Gastroenteritis is a prevalent cause of childhood morbidity and mortality (Boschi-Pinto et al. 2008). Various agents are implicated in the aetiology of acute gastroenteritis, including rotavirus A (RVA), which is one of the most important aetiological agents of this syndrome, especially among children. Other studies have shown that more than 90% of children less than five years of age have been infected at least once by RVA and that most fatal cases associated with RVA infection occur in developing countries (Glass et al. 2006).

The epidemiological characteristics of RVA infection, such as seasonality, mortality, mean age of infection, circulating genotypes, transmission route and minimum infectious dose differ among studies conducted in developed and developing countries, which could have an impact on the efficacy of the vaccine against RVA in different parts of the world (Parashar & Glass 2009).

Different approaches have been used in the development of vaccines against RVA (Vesikari et al. 1984, Midthun & Kapikian 1996, Bresee et al. 1999, WHO 2009). In the last two decades, more vaccines against RVA have been developed and tested in clinical trials. Two vaccines, RotarixTM (GlaxoSmithKline) and Rotateq (Merck), have been licensed and are currently available in different parts of the world (Vesikari et al. 2006, WHO 2009). RotarixTM, an oral attenuated monovalent vaccine formulated with strain RIX4414 genotype G1P[8] (Gentsch et al. 2009), was first included in the Brazilian immunisation program in March of 2006.

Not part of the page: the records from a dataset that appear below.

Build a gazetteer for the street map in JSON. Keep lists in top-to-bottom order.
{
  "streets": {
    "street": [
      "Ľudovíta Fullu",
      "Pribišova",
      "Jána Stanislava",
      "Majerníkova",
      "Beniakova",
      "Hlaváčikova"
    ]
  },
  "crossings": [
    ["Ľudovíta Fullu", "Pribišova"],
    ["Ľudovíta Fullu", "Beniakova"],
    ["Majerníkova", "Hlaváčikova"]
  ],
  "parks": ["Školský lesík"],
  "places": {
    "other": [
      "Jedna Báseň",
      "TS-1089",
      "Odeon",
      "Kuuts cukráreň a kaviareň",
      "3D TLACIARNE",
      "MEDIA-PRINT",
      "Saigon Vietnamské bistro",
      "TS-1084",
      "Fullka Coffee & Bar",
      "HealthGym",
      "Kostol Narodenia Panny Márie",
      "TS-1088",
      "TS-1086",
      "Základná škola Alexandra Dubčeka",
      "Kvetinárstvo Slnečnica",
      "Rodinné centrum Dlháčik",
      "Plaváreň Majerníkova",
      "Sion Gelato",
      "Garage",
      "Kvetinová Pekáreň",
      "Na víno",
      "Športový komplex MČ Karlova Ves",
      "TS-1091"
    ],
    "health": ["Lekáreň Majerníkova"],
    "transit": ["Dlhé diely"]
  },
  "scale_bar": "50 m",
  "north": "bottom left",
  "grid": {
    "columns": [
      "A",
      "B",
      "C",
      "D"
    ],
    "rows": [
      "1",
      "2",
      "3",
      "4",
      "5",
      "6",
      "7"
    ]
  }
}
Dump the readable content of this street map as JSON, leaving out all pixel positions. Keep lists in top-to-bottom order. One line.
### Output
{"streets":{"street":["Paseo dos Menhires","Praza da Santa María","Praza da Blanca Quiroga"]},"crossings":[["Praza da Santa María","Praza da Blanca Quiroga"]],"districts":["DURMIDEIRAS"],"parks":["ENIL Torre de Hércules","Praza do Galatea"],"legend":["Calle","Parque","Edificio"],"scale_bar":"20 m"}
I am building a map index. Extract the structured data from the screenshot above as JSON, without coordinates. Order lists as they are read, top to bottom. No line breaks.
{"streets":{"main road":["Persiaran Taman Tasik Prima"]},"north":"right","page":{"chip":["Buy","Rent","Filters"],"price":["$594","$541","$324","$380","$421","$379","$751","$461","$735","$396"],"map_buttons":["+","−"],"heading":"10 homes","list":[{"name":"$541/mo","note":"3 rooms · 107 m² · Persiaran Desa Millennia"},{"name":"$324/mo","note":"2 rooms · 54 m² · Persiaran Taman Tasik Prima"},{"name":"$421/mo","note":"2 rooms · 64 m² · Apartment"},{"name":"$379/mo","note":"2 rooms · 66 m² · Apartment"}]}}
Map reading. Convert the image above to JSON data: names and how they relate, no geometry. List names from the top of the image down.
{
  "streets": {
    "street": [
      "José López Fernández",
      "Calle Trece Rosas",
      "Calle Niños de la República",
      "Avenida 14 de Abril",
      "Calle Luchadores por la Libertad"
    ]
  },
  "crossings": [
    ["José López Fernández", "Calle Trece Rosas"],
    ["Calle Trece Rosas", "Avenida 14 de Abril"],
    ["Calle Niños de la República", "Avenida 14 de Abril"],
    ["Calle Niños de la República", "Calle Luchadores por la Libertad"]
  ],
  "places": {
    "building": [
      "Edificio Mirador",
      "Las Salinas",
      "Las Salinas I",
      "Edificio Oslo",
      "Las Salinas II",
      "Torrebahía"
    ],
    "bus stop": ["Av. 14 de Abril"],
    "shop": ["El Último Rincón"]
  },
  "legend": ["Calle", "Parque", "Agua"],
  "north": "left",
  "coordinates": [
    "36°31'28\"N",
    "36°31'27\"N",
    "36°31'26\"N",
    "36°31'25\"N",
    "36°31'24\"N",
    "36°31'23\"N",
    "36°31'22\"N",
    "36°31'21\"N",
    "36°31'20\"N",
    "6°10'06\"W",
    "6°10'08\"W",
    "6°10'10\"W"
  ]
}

This study was performed to evaluate the impact of RotarixTM on RVA occurrence in Goiânia, state of Goiás (GO), Brazil, through detection and molecular characterisation of the virus in samples from vaccinated and unvaccinated children.

For this study, 220 faecal samples were collected from an equal number of children in seven day-care centres [Municipal Centers for Early Childhood Education (CMEIs)] from February-November of 2008 in Goiânia.

RVA was detected using two commercial kits with different detection methods: immunochromatography (Rotavirus adenovirus latex strip-Operon Biotechnologies, Germany) and the immunoenzymatic assay (Ridascreen® Rotavirus/r-biopharm). The positive results were confirmed by polyacrylamide gel electrophoresis, as previously described by Pereira et al. (1983), using a 20% faecal suspension in phosphate buffered saline (pH 7.4). The positive RVA samples were genotyped by reverse transcription-polymerase chain reaction (PCR) followed by Multiplex nested-PCR using the primers described by Gentsch et al. (1992), Gouvea et al. (1994) and Das et al. (1994).

This study has been approved by the Committee in Ethics and Research from the Hospital Materno Infantil (protocol 22/08).

Statistical analysis was performed using either the Chi-squared test or the Fisher's exact test. Statistical significance was accessed at p < 0.05.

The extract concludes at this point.